▶ _Task objective_
Everything in the records below except the pictures must be written out exactly.

▶ _Information shown_
┄┄┄┄┄┄
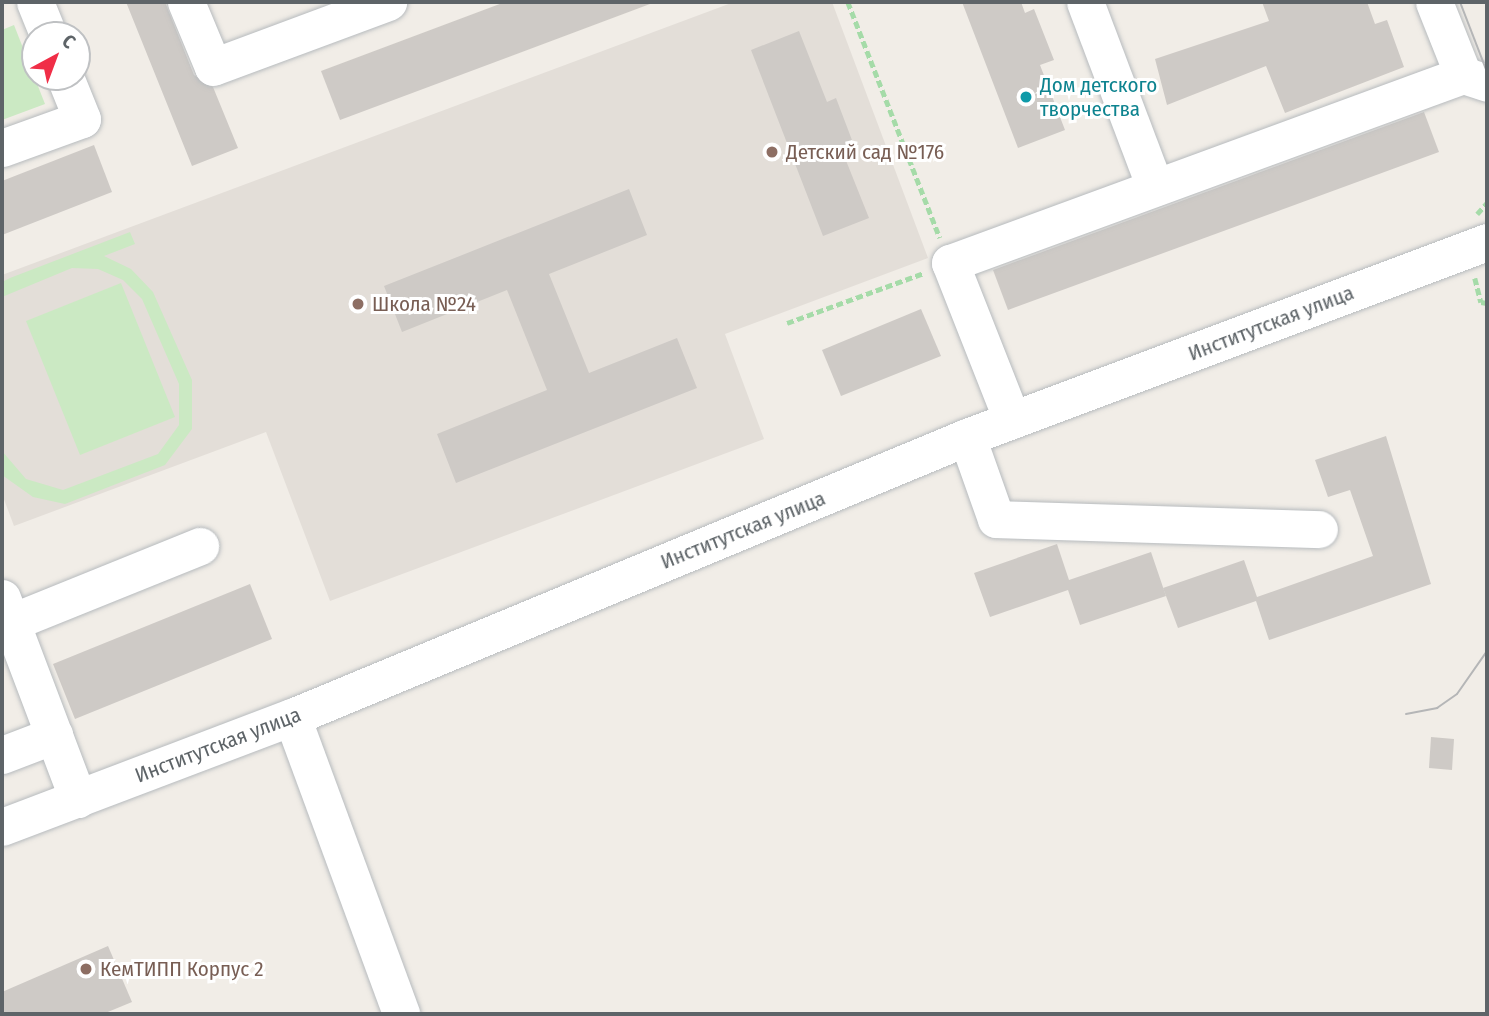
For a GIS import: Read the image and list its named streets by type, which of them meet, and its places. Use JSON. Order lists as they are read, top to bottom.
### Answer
{
  "streets": {
    "street": ["Институтская улица"]
  },
  "places": [
    "Дом детского творчества",
    "Детский сад №176",
    "Школа №24",
    "КемТИПП Корпус 2"
  ],
  "north": "top right"
}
┄┄┄┄┄┄
▶ _Answer box_
For a GIS import: Read the image and list its named streets by type, which of them meet, and its places. Use JSON. Order lists as they are read, top to bottom.
### Answer
{
  "streets": {
    "street": ["Институтская улица"]
  },
  "places": [
    "Дом детского творчества",
    "Детский сад №176",
    "Школа №24",
    "КемТИПП Корпус 2"
  ],
  "north": "top right"
}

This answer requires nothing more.